(Dataset entries)
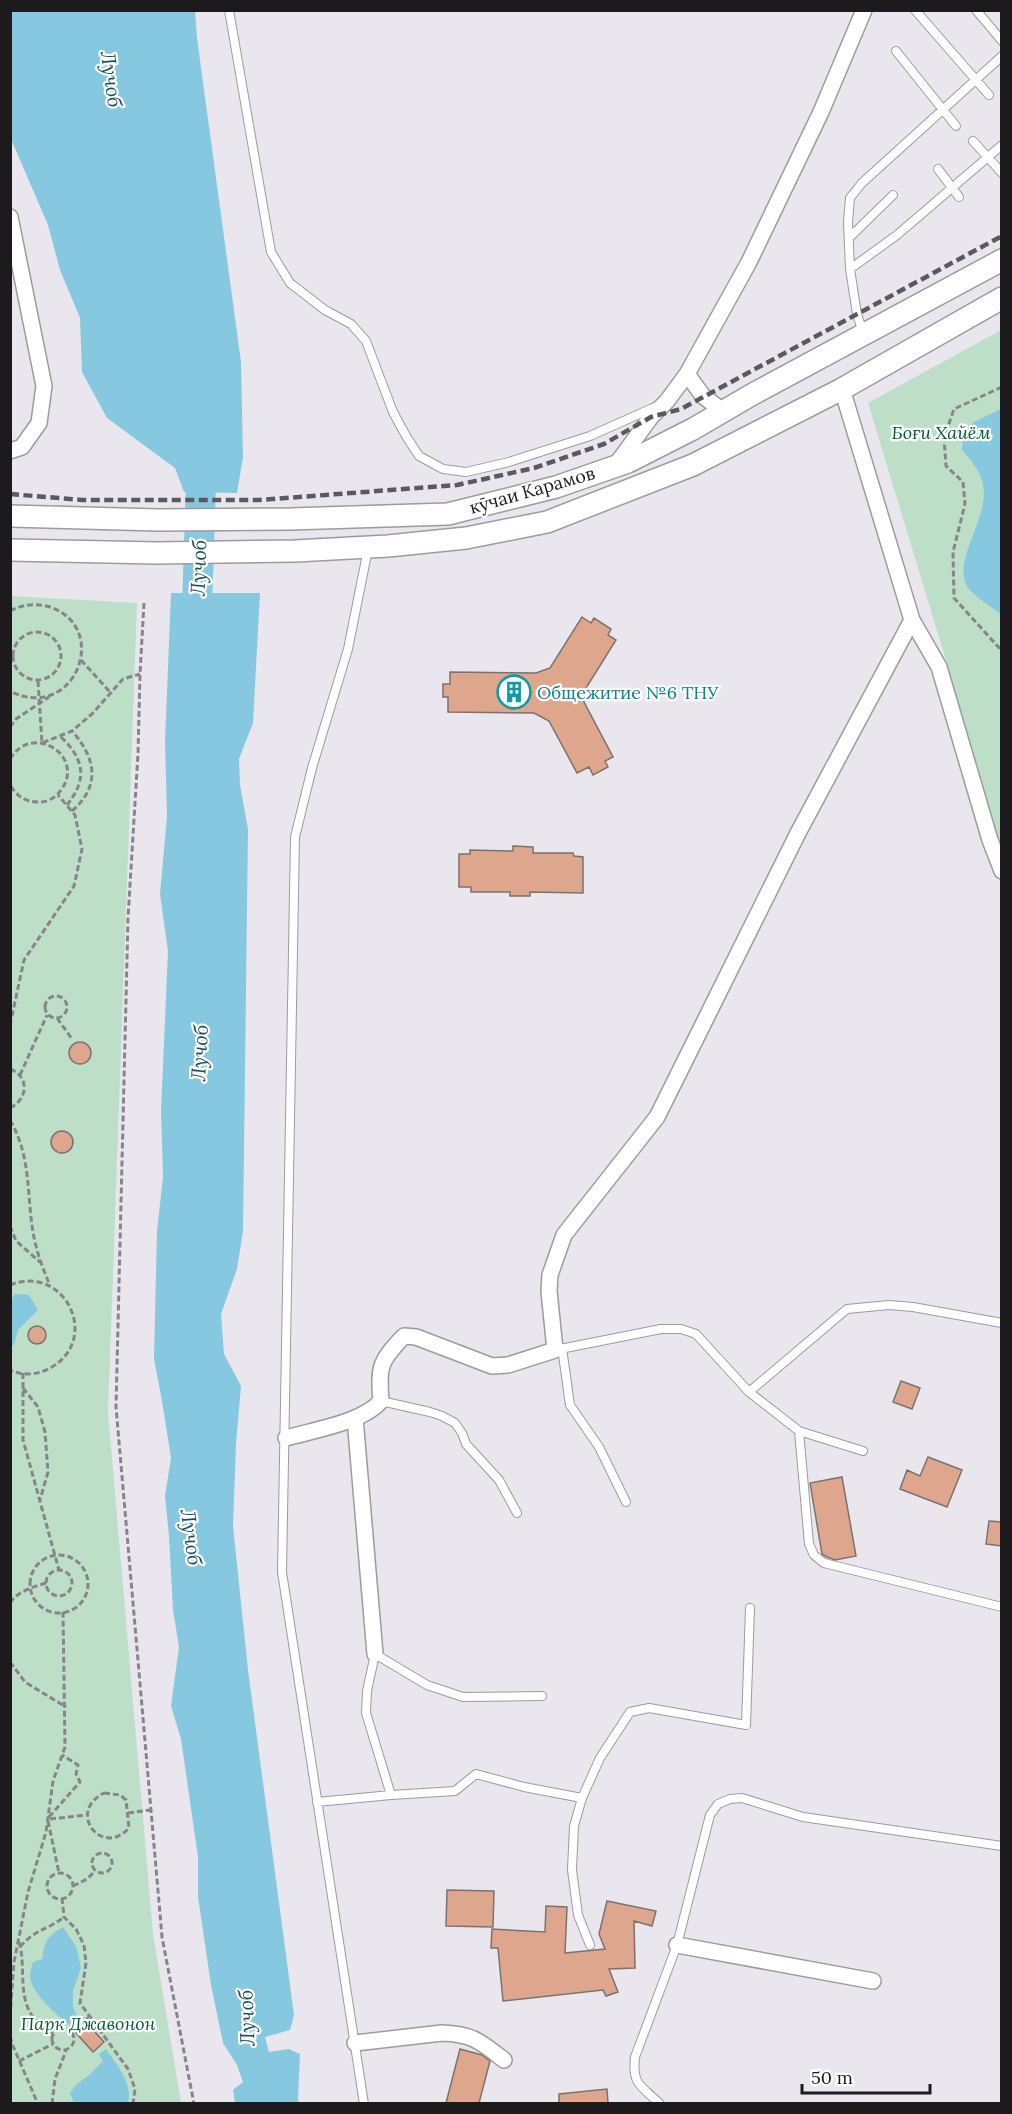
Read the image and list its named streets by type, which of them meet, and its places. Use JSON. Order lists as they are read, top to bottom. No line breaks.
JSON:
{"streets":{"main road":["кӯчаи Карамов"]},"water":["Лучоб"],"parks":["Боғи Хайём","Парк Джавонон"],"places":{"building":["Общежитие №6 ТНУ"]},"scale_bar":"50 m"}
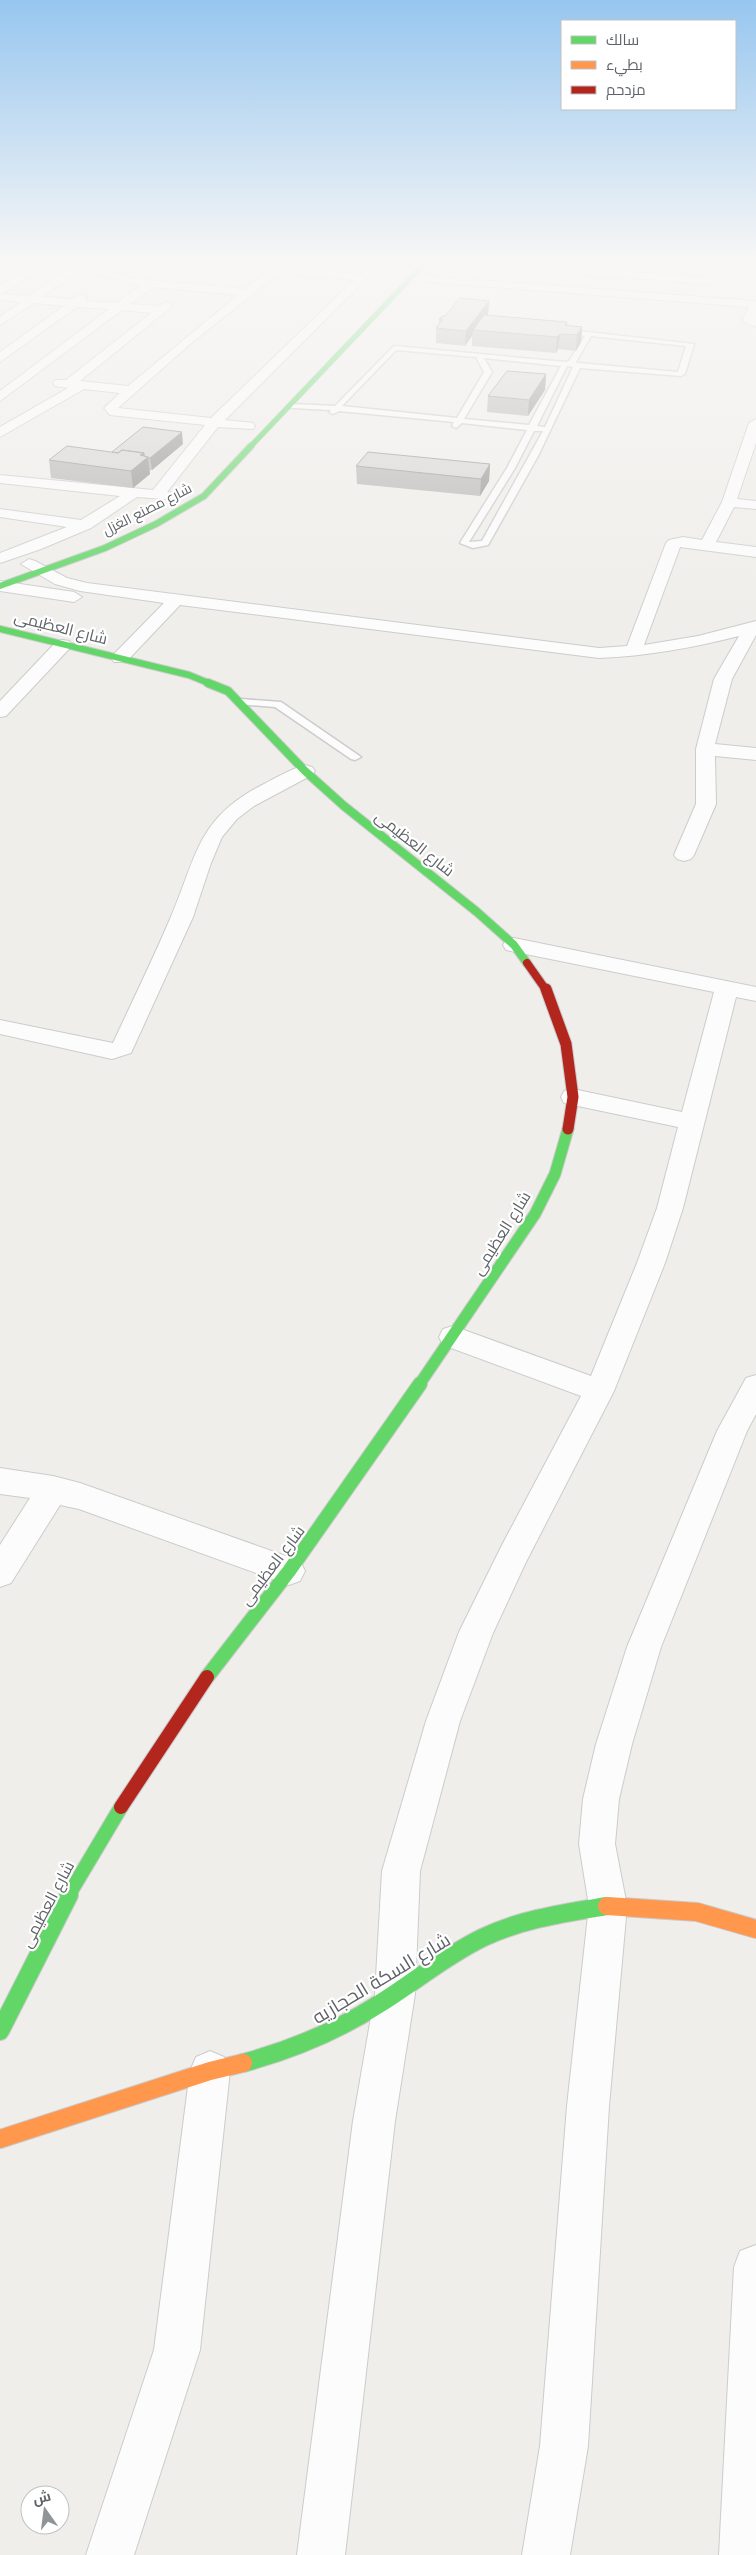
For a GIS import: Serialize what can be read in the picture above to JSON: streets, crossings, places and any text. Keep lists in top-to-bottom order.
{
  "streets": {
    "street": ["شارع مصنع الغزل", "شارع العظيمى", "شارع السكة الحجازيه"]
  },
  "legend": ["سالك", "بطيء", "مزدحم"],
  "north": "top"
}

WHAT THE TASK ASKS ::
Please set down each entry word for word, without its images.

WRITTEN REPLY ::
Read the image and list its named streets by type, which of them meet, and its places. Use JSON. Order lists as they are read, top to bottom. No line breaks.
JSON:
{"streets":{"main road":["кӯчаи Карамов"]},"water":["Лучоб"],"parks":["Боғи Хайём","Парк Джавонон"],"places":{"building":["Общежитие №6 ТНУ"]},"scale_bar":"50 m"}
For a GIS import: Serialize what can be read in the picture above to JSON: streets, crossings, places and any text. Keep lists in top-to-bottom order.
{
  "streets": {
    "street": ["شارع مصنع الغزل", "شارع العظيمى", "شارع السكة الحجازيه"]
  },
  "legend": ["سالك", "بطيء", "مزدحم"],
  "north": "top"
}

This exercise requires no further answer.